I am seeing things the other way around. I believe that beauty lies “within” the object and the fact that not everyone (including the so-called experts) is capable of experiencing it does not demolish the object’s innate aesthetics in any way. Individual judgment does not affect an object’s objective aesthetics for that objectivity does not require universal agreement.
As an electrical engineer (in my previous life) who falls in love with science, I find Euler’s Identity strangely beautiful. As an art enthusiast who loves to explore the beauty in nature, I find Antarctica one of the most beautiful places on Earth. Obviously, not all people will agree with me. Does it make Euler’s Identity or Antarctica any less beautiful, objectively speaking? : )

Marcus:
What are your evidences that Euler’s Identity or Antarctica are objectively beautiful?

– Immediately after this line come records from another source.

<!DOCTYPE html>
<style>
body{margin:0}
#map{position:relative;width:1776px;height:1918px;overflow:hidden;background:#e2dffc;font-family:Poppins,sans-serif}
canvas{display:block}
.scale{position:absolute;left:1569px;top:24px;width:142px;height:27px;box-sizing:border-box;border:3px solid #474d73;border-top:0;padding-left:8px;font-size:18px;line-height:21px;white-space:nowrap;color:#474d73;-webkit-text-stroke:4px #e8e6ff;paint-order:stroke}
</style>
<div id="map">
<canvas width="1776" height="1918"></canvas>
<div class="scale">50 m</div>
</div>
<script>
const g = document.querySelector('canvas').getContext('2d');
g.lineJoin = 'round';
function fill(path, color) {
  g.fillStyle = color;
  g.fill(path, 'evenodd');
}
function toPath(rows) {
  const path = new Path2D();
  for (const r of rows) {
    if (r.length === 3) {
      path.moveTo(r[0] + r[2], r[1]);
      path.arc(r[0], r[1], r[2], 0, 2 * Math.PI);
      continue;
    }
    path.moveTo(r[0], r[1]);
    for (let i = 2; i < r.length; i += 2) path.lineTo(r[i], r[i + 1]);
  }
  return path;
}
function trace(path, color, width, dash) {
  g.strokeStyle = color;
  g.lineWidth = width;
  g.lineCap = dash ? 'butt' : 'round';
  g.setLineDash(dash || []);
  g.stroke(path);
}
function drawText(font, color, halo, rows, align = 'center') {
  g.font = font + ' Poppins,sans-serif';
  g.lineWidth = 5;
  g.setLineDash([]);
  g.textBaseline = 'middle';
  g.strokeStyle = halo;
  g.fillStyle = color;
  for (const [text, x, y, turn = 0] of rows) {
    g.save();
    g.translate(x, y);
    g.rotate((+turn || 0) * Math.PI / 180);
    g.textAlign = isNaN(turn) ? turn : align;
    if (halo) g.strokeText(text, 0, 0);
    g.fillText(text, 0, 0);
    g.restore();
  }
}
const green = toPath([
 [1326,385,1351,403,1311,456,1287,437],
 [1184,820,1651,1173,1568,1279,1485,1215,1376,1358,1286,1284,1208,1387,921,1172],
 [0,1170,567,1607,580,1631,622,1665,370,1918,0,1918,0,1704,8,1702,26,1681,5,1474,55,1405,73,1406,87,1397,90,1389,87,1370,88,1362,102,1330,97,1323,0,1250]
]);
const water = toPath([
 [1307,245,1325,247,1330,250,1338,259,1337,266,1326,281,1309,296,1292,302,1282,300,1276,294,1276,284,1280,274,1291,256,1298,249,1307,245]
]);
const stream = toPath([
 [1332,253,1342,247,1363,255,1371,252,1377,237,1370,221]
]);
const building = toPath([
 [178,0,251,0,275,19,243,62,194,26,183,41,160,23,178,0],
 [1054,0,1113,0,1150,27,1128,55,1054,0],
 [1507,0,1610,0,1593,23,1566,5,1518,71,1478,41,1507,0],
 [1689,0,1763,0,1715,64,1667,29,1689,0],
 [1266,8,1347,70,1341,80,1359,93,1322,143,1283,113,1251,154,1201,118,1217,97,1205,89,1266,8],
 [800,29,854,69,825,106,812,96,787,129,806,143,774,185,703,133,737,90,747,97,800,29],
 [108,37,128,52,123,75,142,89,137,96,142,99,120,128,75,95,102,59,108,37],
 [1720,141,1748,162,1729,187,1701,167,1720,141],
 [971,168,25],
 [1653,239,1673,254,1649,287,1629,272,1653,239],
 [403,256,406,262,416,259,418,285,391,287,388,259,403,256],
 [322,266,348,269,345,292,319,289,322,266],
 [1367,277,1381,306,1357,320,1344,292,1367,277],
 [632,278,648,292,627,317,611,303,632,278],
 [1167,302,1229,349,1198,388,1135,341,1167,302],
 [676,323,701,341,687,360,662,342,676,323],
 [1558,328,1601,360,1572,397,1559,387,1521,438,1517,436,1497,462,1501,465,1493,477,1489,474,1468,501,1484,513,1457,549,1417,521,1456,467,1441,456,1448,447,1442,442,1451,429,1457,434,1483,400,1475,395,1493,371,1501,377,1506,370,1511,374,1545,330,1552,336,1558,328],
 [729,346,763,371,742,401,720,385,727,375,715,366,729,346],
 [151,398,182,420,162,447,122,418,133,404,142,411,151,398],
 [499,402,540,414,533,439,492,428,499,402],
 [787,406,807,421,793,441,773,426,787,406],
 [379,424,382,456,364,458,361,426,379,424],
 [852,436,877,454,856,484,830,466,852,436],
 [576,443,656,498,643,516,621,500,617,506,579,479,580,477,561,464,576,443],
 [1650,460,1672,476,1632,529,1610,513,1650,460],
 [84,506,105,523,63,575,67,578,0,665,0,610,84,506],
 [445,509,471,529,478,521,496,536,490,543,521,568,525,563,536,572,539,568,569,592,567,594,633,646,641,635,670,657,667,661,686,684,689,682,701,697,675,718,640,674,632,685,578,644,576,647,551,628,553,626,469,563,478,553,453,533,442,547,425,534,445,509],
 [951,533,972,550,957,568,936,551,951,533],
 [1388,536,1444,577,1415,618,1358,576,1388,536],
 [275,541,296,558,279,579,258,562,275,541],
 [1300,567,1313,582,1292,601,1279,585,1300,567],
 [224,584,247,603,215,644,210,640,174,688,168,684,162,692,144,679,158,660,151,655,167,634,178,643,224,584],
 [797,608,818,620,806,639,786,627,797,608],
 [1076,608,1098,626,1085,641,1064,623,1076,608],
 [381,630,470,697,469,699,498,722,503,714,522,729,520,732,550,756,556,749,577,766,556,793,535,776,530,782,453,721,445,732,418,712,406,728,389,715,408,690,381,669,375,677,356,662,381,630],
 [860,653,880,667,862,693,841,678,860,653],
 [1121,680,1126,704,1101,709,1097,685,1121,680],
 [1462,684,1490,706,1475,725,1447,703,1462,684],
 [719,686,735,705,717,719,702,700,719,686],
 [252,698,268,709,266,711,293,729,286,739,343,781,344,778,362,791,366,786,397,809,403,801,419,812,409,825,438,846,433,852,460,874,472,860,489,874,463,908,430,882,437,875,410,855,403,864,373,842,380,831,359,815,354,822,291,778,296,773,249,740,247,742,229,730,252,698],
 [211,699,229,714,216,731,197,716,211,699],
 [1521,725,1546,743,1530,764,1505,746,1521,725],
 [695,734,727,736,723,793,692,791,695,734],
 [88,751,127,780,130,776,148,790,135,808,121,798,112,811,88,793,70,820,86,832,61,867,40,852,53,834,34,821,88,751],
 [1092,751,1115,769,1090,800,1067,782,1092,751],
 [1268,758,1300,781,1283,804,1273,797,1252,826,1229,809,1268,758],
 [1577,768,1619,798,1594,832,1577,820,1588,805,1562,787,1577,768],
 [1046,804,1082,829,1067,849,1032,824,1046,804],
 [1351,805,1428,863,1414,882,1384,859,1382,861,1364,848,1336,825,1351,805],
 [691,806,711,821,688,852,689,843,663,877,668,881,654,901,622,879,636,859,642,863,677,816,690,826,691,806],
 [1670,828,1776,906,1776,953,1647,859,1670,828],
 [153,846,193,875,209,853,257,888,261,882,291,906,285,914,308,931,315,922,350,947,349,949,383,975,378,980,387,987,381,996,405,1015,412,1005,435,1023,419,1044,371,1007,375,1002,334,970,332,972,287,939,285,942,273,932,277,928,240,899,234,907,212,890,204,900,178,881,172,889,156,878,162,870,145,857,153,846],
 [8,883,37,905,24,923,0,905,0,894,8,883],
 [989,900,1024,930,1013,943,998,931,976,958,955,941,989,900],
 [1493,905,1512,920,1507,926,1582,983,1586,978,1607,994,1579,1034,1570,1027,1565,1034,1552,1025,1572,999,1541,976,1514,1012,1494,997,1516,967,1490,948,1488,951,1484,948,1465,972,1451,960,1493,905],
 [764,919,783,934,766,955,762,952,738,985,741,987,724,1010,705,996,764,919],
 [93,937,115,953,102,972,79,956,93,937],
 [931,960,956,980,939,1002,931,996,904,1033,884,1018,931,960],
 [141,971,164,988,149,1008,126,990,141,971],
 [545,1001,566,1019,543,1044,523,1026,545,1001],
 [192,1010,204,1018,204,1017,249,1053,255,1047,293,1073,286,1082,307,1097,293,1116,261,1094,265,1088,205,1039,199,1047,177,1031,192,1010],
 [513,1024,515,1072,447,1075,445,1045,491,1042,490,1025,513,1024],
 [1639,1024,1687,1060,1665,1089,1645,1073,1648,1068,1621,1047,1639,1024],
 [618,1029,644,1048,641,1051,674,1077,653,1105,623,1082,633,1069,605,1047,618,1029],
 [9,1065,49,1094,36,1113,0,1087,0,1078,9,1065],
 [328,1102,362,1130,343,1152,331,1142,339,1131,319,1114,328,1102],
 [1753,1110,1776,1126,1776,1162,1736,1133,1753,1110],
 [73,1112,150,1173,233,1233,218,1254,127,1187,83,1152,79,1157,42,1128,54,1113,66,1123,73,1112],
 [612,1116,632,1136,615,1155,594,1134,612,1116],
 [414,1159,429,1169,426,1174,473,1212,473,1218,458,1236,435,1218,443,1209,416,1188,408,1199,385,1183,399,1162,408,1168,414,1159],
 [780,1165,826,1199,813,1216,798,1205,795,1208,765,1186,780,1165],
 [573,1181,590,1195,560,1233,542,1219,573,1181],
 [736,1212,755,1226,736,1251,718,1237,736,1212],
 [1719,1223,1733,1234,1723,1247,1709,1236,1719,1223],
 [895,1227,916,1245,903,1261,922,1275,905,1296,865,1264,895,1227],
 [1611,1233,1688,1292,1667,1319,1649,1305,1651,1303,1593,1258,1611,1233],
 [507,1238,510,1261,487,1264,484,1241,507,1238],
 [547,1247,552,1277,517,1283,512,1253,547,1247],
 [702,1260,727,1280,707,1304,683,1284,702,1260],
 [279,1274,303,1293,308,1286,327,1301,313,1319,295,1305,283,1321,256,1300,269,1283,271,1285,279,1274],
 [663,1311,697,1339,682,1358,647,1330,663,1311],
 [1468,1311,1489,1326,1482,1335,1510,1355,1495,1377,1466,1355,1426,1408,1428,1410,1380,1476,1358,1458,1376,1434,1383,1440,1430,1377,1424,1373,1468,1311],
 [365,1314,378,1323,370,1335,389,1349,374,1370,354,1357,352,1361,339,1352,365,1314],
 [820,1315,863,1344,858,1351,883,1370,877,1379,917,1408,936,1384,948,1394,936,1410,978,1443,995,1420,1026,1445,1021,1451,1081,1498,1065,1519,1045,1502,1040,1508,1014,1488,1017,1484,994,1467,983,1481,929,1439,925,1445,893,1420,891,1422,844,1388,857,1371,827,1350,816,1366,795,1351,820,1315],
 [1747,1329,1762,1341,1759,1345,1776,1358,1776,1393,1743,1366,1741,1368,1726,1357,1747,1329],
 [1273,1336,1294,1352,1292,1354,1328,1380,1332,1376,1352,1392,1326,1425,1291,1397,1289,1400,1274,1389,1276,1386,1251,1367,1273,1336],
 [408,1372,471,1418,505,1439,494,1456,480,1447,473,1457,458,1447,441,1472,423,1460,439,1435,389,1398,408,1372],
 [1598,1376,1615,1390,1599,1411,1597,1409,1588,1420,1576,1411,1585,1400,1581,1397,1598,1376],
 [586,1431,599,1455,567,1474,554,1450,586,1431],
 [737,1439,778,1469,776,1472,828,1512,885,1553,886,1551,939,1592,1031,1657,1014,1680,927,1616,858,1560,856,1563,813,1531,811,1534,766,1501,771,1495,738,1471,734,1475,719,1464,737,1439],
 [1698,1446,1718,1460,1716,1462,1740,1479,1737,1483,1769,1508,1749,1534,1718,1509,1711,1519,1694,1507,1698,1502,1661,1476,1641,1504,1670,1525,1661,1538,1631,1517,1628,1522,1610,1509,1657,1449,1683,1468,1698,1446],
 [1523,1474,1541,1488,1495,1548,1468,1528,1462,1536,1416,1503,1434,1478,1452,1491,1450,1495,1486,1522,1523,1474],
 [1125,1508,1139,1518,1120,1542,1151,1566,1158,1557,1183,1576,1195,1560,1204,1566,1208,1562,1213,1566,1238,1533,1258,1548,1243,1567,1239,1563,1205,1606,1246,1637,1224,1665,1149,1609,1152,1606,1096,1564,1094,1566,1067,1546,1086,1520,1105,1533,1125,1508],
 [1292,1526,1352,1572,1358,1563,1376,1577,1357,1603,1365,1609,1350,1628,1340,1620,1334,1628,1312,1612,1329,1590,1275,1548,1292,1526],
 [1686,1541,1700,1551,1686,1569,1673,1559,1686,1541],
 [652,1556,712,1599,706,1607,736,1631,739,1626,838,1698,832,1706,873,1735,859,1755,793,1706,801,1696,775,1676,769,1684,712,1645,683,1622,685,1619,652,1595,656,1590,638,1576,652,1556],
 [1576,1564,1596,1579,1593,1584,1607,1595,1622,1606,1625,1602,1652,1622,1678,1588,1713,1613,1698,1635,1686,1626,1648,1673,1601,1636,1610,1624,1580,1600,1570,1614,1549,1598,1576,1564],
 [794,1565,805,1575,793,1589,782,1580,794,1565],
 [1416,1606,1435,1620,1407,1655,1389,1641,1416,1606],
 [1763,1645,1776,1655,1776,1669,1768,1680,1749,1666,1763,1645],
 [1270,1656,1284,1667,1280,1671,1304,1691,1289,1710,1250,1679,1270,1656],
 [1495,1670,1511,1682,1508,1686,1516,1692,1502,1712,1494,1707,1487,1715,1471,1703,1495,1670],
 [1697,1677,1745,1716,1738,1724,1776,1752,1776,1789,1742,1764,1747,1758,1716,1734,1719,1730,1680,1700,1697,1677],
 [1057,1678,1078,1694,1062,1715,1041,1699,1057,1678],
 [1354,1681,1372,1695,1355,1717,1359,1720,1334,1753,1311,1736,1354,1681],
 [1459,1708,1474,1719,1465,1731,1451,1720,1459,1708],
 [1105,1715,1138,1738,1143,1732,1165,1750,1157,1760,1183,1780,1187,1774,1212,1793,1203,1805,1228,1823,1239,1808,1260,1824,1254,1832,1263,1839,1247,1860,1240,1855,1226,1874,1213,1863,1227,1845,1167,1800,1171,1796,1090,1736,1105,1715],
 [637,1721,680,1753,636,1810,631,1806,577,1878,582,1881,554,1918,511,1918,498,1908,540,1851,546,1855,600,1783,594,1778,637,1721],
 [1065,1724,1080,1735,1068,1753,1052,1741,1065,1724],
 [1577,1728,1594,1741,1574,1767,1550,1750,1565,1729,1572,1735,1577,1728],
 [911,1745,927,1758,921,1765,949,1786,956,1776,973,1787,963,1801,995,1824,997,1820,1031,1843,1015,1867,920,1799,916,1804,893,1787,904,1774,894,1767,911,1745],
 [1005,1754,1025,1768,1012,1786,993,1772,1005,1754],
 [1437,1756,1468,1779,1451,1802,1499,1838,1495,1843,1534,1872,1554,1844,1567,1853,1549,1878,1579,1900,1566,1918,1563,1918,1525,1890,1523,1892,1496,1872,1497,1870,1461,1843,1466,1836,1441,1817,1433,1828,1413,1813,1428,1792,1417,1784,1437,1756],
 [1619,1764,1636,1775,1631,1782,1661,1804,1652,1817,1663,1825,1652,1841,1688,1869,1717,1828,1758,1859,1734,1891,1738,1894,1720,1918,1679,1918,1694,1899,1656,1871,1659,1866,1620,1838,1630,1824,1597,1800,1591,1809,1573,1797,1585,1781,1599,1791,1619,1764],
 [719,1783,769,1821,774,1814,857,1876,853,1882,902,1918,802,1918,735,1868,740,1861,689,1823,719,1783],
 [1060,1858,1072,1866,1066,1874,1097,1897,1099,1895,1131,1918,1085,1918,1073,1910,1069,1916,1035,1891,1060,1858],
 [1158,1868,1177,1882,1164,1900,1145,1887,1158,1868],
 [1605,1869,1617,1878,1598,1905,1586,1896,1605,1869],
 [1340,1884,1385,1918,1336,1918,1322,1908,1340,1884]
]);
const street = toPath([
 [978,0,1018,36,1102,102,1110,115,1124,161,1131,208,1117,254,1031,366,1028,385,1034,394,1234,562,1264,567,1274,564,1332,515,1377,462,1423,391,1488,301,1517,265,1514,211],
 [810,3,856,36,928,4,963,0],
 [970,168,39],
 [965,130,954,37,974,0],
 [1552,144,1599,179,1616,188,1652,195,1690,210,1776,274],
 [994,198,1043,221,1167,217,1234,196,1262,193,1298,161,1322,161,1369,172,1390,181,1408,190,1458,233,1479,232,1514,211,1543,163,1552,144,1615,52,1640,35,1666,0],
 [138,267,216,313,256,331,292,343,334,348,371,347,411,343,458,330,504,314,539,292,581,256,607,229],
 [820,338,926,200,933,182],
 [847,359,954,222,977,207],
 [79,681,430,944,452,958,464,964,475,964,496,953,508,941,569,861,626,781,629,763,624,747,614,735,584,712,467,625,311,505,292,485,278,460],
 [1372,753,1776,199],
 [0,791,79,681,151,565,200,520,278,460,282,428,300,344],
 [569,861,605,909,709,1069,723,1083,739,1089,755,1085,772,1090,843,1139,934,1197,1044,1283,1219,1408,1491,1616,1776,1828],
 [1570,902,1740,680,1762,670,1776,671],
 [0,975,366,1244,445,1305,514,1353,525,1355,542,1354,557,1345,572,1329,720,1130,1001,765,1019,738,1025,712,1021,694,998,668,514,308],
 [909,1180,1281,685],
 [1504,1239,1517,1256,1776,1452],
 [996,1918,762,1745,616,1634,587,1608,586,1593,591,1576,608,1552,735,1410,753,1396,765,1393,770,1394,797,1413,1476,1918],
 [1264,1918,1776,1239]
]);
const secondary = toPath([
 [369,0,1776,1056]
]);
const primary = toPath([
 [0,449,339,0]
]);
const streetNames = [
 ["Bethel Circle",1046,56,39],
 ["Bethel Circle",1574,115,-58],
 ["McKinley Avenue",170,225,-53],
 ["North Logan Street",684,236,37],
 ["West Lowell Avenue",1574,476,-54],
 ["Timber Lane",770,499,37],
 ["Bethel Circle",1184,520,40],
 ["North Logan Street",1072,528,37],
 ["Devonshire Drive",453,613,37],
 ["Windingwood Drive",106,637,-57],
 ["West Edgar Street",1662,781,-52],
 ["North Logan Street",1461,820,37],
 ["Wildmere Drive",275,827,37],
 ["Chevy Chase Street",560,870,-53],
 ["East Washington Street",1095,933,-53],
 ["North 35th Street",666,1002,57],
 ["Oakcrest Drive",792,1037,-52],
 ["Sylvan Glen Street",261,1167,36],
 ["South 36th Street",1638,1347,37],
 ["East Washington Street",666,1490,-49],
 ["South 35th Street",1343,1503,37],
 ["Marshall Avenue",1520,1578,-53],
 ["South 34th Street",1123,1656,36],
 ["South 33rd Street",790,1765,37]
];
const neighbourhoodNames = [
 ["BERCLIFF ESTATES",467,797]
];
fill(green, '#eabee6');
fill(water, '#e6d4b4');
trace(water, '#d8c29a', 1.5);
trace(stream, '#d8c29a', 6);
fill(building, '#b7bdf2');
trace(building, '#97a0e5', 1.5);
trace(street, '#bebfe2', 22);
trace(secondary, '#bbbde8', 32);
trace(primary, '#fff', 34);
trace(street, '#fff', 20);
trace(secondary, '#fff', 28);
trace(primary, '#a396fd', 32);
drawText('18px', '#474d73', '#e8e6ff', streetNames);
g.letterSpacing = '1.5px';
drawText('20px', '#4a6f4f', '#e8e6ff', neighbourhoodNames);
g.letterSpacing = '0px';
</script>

And why did you put “within” in quotes? In the beauty objectively within or not?

Yink:
I put “within” in quotes because we all know that aesthetics is not a physical attribute embedded in any object. It is rather more of an emotional attachment or, scientifically speaking, a psychological connection between our mind and the object.

My standpoint on aesthetics falls apart, at least partially, when one starts asking for empirical evidence. It falls apart because I have no physical measurable evidence on, say, how Euler’s Identity or Antarctica is empirically beautiful other than the fact that… I, as a human being, can feel it. Yet neither is the search for empirical evidence the best way to find aesthetics in life.
Philosophers have been scratching their heads ever since Plato asked the question “What is aesthetics?” more than 2000 years ago. No one has figured out a definitive answer to this day, but it is also true that no one has ever disputed the existence of aesthetics.

The undisputed existence of aesthetics is exactly my point. Aesthetics can exist regardless of opinions. In some cases, we just need to look for it.

So, is the painting, Mona Lisa, objectively beautiful?

I believe so, for that the painting is capable of evoking our feeling of aesthetics, at least when one knows “how” to look for it. The “how” does not necessarily have to be the knowledge of arts & history, but rather can be something as simple as finding a quiet time to immerse yourself with the painting. The “how” will also differ from individual to individual because our minds are all built differently. True, some people will dislike the painting for various reasons, but it does not take away the painting’s certain attributes that can evoke us humans’ feeling of aesthetics. This is what I mean by “objective beauty.”